**ACTIVITY:** If a line in the material below has the word "List", copy it.

**DATA UNDER STUDY:**
== Segment start ==

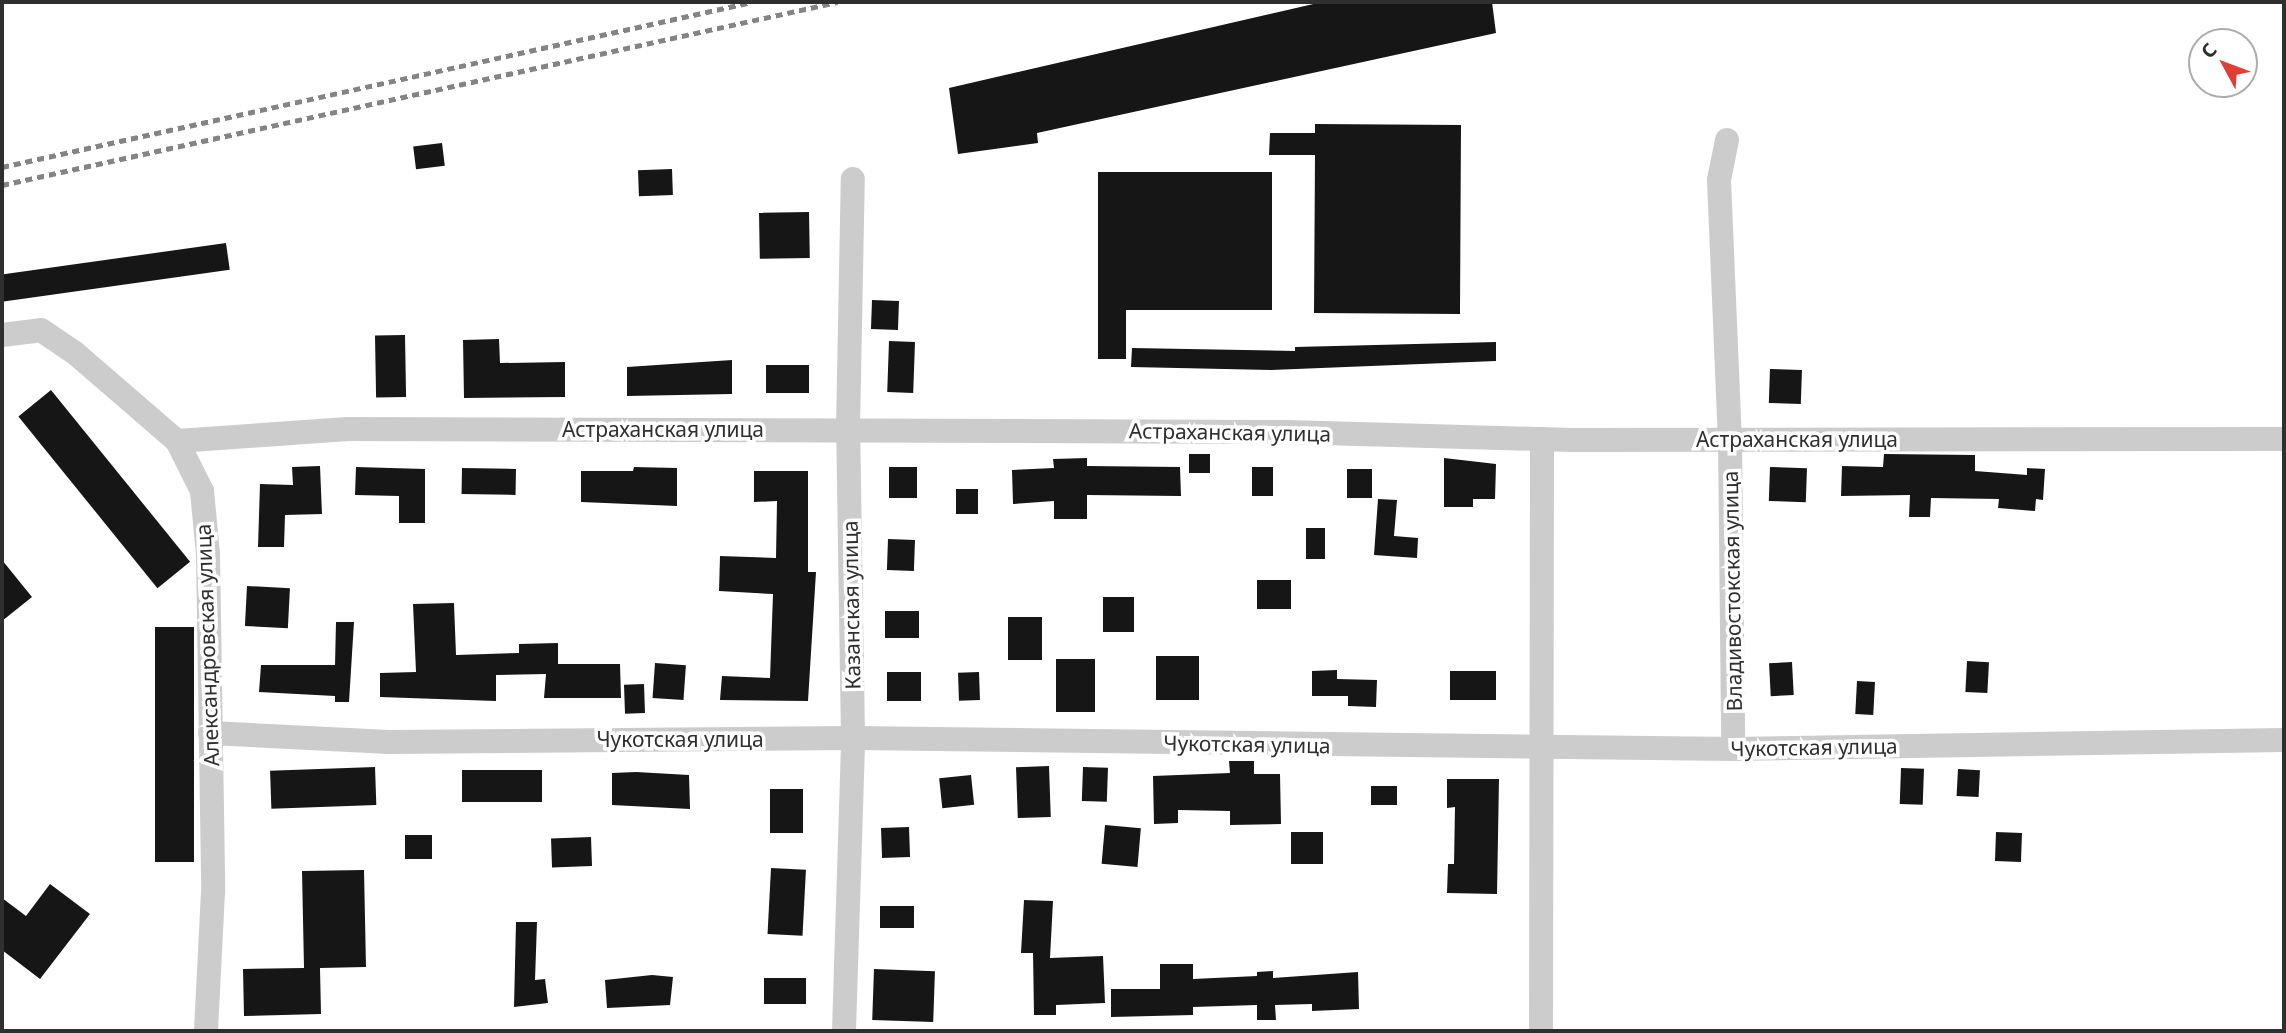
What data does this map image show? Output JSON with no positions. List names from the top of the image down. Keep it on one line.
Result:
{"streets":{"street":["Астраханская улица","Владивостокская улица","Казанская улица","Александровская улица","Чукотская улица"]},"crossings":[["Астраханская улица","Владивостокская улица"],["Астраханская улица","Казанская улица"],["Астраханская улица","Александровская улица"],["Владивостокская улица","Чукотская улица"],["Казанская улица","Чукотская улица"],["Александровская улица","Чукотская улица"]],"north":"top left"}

== Segment end ==
== Segment start ==

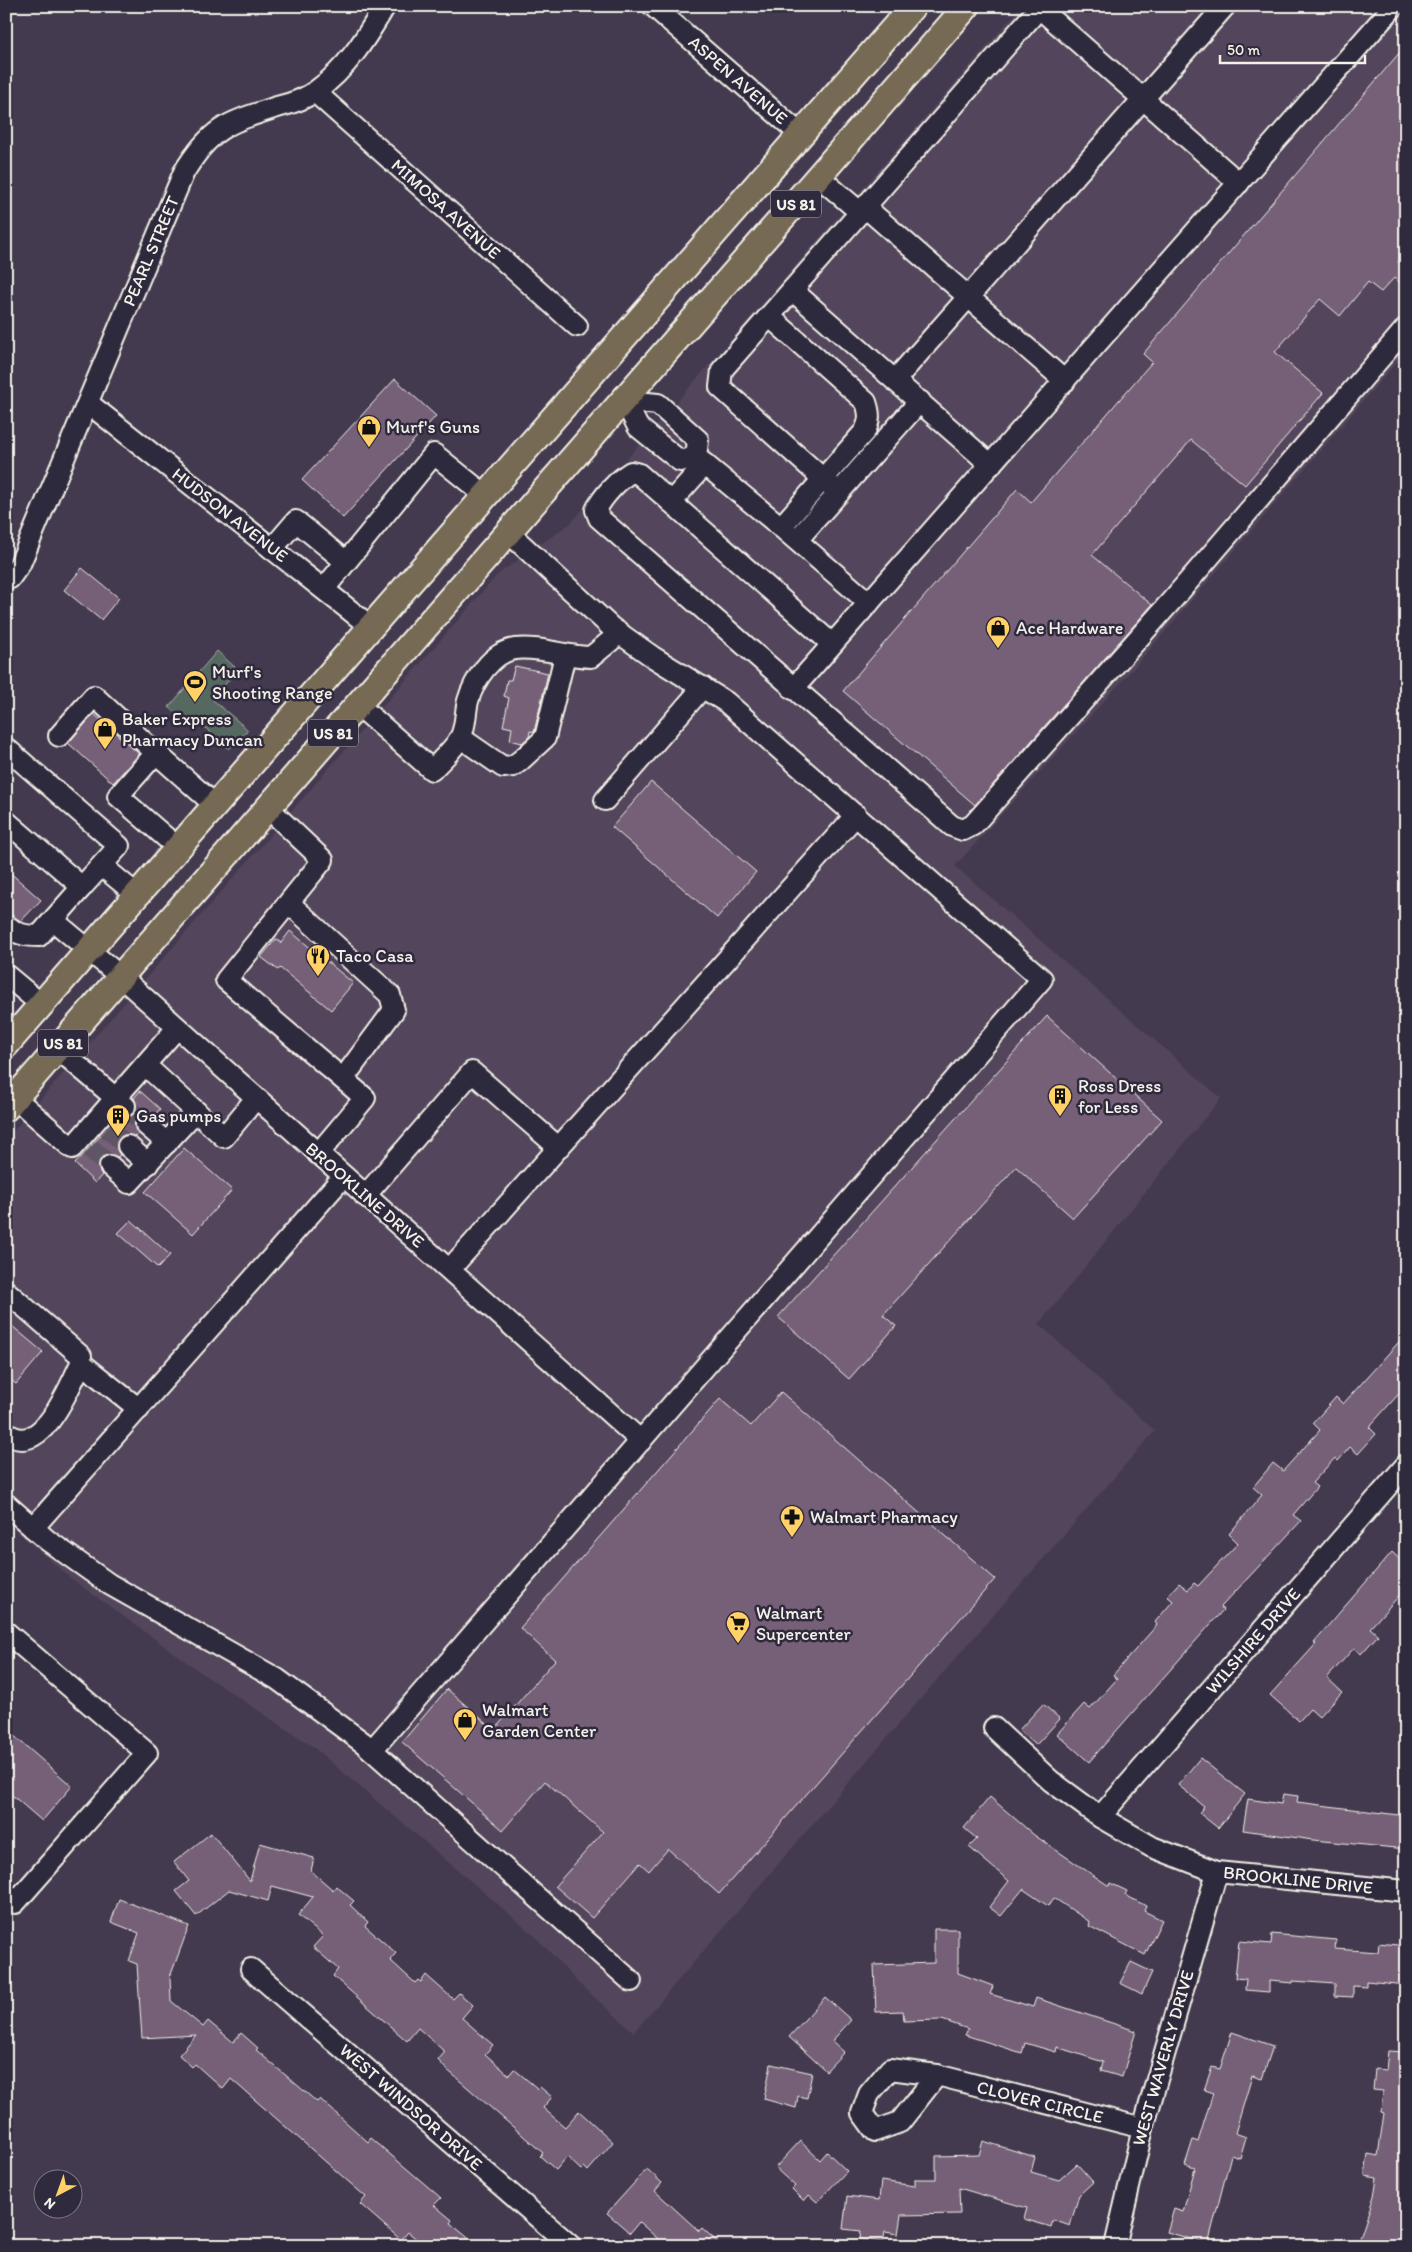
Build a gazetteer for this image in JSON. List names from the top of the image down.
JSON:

== Segment end ==

**WRITTEN SOLUTION:**
What data does this map image show? Output JSON with no positions. List names from the top of the image down. Keep it on one line.
Build a gazetteer for this image in JSON. List names from the top of the image down.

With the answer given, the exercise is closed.